Supplied data
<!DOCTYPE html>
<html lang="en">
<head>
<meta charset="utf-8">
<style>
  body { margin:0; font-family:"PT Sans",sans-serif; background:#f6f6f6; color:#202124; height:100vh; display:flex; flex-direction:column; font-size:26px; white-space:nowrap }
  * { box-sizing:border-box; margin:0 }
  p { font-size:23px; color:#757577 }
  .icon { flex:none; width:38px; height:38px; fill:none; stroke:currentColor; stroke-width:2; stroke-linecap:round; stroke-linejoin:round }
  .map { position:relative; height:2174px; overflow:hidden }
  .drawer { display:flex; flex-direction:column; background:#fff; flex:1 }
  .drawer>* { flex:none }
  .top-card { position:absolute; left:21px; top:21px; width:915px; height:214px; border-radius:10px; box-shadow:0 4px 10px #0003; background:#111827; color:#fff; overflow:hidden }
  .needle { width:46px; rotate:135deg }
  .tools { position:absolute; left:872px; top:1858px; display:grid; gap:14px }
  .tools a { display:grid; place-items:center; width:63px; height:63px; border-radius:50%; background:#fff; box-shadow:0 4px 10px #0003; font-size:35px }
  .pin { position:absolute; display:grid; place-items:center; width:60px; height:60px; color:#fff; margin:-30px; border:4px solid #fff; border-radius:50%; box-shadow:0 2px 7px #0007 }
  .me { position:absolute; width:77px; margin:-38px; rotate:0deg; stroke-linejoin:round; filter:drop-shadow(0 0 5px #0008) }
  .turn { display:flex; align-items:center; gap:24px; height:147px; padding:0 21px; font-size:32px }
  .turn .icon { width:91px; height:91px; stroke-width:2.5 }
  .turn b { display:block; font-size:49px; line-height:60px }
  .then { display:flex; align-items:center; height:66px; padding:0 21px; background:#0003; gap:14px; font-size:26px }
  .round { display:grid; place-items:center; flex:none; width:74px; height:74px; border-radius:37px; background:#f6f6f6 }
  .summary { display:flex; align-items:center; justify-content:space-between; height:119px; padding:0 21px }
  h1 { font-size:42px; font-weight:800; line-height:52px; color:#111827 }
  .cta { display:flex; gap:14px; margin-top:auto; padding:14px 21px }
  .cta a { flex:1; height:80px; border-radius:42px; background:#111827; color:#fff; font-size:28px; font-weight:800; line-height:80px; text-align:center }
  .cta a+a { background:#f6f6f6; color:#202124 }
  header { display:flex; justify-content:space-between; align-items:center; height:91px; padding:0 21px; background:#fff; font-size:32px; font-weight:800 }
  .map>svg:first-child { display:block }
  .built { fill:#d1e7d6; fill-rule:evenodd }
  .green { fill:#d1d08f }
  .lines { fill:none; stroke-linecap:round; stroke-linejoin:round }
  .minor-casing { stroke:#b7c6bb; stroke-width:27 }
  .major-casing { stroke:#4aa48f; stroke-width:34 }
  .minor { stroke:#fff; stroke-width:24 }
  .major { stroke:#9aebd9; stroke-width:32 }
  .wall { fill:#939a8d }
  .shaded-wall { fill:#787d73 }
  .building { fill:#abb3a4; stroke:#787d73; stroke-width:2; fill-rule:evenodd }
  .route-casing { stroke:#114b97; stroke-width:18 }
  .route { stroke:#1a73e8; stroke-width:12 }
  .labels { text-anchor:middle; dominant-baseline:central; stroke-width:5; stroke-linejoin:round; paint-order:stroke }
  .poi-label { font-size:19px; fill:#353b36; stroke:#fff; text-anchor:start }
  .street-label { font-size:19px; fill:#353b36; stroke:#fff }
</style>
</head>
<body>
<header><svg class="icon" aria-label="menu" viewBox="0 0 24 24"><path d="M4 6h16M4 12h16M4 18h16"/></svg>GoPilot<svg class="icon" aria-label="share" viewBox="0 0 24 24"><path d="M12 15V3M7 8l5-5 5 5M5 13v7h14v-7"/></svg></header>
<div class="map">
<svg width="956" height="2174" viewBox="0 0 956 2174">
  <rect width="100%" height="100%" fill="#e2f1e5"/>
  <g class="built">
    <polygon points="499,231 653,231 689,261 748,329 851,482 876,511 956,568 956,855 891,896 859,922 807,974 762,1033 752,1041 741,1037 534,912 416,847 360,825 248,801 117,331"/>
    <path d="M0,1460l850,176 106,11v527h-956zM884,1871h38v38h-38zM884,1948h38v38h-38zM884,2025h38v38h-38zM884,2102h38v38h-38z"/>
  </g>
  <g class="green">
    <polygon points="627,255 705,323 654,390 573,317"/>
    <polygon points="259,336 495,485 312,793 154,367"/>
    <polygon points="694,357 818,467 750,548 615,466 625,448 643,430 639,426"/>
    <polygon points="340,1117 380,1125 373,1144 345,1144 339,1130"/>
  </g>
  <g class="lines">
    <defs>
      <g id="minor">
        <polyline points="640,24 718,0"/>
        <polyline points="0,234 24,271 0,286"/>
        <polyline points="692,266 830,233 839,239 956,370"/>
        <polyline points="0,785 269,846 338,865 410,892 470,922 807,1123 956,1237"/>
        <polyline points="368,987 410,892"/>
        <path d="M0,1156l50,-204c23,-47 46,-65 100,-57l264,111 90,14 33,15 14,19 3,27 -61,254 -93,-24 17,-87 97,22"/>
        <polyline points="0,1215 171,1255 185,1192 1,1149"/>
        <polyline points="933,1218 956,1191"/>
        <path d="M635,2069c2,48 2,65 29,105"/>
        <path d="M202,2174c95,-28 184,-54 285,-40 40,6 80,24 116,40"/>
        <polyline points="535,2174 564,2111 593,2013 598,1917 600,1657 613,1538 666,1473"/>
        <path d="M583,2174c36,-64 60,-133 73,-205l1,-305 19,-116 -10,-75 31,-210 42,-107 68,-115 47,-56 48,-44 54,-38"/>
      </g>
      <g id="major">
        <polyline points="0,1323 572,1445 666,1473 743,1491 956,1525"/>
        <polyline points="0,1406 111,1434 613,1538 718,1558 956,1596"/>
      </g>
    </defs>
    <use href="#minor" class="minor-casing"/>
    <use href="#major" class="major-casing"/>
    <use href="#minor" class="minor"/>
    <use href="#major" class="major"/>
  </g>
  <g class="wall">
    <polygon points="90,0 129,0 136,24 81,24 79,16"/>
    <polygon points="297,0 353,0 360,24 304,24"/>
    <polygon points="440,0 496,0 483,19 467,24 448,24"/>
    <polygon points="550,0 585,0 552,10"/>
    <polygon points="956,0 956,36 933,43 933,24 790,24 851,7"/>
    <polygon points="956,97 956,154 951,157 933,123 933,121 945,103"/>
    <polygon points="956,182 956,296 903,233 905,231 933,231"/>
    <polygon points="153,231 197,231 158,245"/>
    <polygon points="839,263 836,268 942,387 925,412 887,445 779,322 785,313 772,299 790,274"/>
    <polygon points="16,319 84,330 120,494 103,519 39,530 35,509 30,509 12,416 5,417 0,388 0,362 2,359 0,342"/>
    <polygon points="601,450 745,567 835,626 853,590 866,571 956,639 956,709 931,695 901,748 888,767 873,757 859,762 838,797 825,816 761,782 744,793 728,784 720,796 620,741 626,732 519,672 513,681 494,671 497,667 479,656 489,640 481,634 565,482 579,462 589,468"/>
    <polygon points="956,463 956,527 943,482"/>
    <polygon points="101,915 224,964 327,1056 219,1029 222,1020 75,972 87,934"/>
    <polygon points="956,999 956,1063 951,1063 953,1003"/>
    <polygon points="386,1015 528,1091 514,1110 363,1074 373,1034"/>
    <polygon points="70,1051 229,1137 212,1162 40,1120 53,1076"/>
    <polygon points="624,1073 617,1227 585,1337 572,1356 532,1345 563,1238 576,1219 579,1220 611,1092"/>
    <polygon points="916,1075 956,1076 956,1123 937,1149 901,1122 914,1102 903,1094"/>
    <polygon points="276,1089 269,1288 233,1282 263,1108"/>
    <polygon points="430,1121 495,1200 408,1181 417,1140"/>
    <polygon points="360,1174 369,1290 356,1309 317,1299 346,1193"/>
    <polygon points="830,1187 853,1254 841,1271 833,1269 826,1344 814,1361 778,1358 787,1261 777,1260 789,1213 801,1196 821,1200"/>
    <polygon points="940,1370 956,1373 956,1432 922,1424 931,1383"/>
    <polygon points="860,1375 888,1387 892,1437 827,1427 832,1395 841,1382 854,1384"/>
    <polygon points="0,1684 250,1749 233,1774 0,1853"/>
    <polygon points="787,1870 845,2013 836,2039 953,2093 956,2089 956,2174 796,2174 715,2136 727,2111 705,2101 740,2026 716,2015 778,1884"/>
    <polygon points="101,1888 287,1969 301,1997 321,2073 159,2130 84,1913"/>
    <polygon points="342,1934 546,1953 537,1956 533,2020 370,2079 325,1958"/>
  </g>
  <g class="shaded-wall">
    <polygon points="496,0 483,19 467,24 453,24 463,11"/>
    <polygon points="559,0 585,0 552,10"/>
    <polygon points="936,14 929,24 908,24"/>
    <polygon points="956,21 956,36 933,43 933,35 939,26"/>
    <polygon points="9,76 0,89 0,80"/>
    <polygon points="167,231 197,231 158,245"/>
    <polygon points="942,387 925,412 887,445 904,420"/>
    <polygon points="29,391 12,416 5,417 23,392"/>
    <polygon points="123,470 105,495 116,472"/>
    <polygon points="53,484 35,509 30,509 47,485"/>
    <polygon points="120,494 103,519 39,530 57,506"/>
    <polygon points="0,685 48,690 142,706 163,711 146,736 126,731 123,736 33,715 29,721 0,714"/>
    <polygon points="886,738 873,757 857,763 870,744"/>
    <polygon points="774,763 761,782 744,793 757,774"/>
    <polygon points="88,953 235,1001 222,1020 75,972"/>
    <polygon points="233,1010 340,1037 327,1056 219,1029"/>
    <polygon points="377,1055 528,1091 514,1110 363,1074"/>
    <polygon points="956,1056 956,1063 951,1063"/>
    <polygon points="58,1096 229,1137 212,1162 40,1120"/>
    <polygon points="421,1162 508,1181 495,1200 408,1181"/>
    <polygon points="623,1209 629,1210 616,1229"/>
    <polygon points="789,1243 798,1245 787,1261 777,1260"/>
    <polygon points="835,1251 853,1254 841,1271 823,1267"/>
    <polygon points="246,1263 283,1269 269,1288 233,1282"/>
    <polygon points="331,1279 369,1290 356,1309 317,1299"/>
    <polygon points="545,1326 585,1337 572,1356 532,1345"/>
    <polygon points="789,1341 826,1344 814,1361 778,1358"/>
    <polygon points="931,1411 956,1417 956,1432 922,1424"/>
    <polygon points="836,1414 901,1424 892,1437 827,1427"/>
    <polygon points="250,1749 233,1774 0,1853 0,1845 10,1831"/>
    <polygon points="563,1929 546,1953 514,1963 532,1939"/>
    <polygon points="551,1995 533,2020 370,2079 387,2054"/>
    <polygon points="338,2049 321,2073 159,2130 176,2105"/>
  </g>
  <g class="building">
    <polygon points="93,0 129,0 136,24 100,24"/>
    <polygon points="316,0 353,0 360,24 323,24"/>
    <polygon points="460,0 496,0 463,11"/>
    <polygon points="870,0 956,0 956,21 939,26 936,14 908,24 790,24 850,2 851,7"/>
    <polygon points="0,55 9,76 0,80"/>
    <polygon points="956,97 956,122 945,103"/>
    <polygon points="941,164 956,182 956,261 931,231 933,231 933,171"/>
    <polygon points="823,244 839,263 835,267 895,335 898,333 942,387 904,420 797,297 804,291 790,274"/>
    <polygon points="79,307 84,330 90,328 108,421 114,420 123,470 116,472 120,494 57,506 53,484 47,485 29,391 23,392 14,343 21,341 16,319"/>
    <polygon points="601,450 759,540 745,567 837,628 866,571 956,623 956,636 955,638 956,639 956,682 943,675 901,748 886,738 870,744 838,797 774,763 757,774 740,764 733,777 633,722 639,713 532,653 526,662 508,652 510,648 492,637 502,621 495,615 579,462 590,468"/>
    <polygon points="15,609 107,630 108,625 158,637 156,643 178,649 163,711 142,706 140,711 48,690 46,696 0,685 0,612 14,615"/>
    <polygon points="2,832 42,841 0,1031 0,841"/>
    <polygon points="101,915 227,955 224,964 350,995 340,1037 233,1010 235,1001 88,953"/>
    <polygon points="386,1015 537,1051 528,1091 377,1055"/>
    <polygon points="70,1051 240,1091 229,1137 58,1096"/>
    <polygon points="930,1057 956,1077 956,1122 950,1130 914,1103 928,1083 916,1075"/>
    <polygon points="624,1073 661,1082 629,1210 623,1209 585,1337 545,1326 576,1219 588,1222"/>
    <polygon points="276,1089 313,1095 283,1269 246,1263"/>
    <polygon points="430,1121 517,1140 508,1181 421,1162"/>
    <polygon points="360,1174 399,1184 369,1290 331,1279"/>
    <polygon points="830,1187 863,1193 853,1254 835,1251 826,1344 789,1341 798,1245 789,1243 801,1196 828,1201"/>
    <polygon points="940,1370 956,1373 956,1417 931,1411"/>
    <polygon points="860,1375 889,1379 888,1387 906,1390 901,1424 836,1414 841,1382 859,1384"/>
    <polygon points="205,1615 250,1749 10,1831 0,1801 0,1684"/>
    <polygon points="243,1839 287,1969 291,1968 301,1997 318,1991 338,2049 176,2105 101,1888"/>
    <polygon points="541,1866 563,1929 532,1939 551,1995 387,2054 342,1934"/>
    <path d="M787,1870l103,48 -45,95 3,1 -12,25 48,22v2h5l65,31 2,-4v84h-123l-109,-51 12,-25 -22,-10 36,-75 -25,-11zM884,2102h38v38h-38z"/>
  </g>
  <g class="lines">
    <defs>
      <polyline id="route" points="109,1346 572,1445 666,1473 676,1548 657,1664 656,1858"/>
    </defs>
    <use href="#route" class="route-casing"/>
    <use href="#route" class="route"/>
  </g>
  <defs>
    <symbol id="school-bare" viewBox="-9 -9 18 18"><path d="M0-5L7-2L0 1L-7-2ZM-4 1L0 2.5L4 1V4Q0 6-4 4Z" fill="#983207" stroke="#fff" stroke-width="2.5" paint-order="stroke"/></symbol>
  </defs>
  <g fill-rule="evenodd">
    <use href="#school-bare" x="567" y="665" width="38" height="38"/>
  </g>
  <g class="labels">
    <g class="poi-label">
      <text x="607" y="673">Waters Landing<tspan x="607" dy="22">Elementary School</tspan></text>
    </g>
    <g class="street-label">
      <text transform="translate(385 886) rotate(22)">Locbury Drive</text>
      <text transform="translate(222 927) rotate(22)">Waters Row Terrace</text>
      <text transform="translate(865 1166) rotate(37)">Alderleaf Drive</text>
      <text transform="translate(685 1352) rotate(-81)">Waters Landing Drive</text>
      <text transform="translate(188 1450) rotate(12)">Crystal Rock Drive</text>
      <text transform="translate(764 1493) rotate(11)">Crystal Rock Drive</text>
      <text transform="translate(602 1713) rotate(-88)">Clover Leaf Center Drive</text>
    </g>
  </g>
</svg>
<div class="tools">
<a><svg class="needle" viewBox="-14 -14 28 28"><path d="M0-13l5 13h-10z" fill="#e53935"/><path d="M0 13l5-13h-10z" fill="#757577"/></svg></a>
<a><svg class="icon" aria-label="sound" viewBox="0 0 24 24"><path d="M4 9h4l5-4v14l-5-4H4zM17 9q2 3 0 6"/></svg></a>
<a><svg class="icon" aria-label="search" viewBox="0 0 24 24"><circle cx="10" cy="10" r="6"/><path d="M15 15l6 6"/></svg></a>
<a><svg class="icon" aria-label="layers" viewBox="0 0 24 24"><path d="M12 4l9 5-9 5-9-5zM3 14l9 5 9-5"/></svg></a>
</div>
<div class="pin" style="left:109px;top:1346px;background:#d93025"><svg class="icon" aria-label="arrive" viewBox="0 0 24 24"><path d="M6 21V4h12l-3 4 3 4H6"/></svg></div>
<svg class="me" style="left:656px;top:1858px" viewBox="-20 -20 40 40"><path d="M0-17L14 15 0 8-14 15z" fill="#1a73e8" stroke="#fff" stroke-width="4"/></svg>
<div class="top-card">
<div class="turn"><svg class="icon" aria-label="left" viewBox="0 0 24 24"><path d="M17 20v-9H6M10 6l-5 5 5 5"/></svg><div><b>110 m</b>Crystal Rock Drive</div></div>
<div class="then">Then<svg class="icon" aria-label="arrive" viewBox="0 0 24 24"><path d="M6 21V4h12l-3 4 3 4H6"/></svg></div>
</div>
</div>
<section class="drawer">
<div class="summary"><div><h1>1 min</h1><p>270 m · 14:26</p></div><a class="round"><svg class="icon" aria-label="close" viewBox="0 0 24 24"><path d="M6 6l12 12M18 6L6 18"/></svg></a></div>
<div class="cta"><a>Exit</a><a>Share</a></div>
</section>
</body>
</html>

Your assignment
Pick out each line in the material containing "linecap".

Output of the exercise
  .icon { flex:none; width:38px; height:38px; fill:none; stroke:currentColor; stroke-width:2; stroke-linecap:round; stroke-linejoin:round }
  .lines { fill:none; stroke-linecap:round; stroke-linejoin:round }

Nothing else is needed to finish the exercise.